─── INPUT DATA ───

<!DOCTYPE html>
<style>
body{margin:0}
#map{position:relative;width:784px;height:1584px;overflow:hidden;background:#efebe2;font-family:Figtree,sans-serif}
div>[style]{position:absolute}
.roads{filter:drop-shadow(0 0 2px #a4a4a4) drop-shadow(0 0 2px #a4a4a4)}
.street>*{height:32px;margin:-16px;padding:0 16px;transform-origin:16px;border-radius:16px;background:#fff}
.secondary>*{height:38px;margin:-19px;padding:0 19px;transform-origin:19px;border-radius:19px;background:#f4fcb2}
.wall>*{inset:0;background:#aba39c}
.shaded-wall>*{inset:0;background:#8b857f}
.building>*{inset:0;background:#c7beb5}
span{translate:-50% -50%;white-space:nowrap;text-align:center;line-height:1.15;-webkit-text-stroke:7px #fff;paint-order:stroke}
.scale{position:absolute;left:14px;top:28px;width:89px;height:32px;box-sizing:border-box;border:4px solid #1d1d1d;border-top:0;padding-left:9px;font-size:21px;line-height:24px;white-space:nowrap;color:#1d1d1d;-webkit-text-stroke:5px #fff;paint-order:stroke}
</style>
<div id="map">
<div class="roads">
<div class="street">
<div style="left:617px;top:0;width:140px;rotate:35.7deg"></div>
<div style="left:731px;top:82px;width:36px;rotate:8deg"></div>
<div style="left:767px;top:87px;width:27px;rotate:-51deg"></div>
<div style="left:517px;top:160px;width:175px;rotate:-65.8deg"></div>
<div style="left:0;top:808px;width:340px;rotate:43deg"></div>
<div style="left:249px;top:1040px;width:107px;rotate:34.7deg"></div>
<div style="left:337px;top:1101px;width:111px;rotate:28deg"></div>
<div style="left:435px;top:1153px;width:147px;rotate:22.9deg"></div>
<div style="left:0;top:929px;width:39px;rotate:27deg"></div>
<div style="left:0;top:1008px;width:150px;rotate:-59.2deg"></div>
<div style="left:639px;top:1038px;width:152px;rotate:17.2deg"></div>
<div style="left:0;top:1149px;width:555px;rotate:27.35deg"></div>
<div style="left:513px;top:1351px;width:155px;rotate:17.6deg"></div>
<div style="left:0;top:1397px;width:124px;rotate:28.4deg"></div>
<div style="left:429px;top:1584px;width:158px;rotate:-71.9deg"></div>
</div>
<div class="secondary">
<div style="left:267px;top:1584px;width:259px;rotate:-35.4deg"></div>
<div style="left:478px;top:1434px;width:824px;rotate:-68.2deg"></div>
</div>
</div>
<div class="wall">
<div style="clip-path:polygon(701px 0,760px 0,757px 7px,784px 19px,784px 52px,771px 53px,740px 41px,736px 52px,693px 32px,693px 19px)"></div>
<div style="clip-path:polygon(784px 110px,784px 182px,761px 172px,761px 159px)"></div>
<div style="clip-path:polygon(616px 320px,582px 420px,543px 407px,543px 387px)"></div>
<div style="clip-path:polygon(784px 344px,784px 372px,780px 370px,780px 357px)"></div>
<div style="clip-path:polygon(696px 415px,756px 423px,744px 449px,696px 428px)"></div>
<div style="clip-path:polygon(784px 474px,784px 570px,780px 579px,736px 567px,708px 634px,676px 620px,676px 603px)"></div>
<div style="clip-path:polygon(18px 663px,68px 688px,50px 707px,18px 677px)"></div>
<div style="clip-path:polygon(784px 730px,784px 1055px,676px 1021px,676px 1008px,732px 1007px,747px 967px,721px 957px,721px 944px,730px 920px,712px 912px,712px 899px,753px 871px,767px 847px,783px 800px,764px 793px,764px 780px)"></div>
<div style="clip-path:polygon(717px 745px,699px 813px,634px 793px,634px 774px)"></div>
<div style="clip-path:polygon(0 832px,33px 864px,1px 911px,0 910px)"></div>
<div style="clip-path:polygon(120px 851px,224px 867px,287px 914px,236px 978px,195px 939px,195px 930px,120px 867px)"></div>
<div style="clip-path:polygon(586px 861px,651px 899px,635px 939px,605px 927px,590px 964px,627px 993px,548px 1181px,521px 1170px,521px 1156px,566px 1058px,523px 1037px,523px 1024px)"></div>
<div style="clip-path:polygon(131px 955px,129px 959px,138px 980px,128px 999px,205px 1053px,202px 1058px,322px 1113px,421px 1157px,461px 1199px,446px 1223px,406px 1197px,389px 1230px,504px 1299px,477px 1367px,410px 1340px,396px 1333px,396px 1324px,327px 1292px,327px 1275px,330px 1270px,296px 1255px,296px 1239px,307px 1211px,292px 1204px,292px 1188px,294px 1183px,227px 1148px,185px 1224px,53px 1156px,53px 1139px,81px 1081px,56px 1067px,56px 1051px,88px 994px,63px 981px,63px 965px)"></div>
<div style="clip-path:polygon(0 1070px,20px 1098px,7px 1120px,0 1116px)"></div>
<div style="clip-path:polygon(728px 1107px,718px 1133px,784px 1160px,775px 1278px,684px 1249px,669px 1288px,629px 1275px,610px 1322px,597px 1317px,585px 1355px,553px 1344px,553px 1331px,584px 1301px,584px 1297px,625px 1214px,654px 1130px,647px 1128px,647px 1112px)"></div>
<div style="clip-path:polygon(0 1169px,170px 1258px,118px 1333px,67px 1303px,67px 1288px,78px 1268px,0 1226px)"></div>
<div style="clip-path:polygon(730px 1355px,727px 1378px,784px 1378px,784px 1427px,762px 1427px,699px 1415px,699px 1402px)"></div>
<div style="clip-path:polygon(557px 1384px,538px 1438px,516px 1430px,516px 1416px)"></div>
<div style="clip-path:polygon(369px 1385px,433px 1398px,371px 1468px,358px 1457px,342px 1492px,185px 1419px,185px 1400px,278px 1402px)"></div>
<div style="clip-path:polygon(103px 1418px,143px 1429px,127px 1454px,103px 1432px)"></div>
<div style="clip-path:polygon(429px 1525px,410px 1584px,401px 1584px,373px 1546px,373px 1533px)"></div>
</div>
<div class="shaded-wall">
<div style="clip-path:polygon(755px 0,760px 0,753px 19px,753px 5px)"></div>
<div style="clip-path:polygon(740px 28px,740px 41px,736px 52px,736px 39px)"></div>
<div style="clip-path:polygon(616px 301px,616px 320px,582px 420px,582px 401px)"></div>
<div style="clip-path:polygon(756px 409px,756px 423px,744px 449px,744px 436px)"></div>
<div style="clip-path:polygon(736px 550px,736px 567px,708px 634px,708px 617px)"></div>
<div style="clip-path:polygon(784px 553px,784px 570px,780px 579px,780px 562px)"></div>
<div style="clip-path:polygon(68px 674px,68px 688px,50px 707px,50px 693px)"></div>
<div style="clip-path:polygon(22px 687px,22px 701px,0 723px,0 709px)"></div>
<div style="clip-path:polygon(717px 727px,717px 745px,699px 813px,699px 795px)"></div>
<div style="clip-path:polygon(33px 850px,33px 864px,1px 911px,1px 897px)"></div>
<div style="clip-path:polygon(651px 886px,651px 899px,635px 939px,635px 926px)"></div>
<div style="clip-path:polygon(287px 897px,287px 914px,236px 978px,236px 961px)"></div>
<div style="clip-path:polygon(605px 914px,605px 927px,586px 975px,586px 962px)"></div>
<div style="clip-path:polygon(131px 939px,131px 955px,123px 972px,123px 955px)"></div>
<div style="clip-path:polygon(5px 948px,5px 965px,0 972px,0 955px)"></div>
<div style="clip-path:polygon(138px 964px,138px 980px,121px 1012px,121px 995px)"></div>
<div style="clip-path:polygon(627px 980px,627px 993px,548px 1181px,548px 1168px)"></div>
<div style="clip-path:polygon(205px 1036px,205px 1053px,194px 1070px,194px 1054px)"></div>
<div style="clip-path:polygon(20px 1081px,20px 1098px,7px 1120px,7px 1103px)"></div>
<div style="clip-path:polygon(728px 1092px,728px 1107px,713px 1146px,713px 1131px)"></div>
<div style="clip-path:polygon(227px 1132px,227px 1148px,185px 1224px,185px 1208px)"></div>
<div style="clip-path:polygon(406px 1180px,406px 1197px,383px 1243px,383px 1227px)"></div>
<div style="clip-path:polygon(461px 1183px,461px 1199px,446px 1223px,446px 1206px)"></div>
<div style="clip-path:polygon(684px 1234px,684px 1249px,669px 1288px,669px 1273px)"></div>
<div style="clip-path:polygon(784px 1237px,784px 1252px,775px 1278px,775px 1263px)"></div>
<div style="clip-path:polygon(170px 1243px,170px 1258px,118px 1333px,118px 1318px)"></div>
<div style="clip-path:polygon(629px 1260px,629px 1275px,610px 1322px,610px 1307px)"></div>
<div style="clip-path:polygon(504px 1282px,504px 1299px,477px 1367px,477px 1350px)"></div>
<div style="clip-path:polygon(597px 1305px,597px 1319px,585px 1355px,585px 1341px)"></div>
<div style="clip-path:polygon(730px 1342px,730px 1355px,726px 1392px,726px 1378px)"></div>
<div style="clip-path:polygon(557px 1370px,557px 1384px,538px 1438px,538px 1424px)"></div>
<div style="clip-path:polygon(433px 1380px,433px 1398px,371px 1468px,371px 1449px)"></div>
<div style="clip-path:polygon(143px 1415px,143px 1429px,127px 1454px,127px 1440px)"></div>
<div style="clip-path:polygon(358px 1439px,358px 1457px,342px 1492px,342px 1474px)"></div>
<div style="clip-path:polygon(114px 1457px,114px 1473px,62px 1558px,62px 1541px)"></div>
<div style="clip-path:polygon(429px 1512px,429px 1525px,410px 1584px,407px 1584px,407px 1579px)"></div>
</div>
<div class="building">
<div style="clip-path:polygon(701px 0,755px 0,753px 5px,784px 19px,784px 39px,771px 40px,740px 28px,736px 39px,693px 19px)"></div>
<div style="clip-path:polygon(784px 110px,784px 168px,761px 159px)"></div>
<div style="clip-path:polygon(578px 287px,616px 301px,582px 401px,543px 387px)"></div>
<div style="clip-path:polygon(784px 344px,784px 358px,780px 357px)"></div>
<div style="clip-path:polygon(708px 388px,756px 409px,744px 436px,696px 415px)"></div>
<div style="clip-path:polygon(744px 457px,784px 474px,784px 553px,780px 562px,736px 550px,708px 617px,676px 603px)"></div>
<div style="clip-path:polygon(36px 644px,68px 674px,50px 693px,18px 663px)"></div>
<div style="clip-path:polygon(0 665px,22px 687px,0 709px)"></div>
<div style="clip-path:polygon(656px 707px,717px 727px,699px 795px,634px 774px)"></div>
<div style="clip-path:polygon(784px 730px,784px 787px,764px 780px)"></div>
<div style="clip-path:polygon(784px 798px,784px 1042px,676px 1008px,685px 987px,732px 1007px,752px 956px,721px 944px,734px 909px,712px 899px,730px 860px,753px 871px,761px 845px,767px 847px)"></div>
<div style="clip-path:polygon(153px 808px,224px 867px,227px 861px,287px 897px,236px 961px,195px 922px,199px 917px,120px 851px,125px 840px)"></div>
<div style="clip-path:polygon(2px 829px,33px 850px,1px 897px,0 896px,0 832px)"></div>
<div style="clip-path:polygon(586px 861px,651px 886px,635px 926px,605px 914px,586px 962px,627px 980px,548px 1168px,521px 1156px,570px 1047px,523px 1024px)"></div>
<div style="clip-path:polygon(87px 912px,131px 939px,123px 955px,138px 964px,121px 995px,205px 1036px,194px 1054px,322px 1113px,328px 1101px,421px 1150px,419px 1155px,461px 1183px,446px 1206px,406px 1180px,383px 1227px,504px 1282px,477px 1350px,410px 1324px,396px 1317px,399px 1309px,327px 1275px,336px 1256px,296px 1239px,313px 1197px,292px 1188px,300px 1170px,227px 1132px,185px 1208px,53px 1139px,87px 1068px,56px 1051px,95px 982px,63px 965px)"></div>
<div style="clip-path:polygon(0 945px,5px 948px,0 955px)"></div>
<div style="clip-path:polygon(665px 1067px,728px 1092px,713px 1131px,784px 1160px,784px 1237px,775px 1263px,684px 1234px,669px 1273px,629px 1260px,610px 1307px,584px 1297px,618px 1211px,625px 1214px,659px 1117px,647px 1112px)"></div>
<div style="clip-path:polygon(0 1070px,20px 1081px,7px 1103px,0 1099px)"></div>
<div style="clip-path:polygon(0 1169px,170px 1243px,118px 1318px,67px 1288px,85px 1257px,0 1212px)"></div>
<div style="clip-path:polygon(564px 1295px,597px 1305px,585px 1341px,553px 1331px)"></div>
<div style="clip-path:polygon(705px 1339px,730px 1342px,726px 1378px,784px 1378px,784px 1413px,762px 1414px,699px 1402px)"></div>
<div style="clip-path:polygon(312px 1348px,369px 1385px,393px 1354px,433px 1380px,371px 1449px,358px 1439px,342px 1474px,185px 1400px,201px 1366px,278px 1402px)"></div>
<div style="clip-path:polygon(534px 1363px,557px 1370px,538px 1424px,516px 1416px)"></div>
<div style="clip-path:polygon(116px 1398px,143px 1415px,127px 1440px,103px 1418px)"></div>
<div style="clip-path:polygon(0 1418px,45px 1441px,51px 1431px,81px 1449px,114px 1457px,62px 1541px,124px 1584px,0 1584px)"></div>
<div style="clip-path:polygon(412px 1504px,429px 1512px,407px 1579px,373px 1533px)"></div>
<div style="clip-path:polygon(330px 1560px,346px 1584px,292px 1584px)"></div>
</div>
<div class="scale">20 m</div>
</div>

───

Note each line of the entries that has "shaded" in it, and copy those lines.

.shaded-wall>*{inset:0;background:#8b857f}
<div class="shaded-wall">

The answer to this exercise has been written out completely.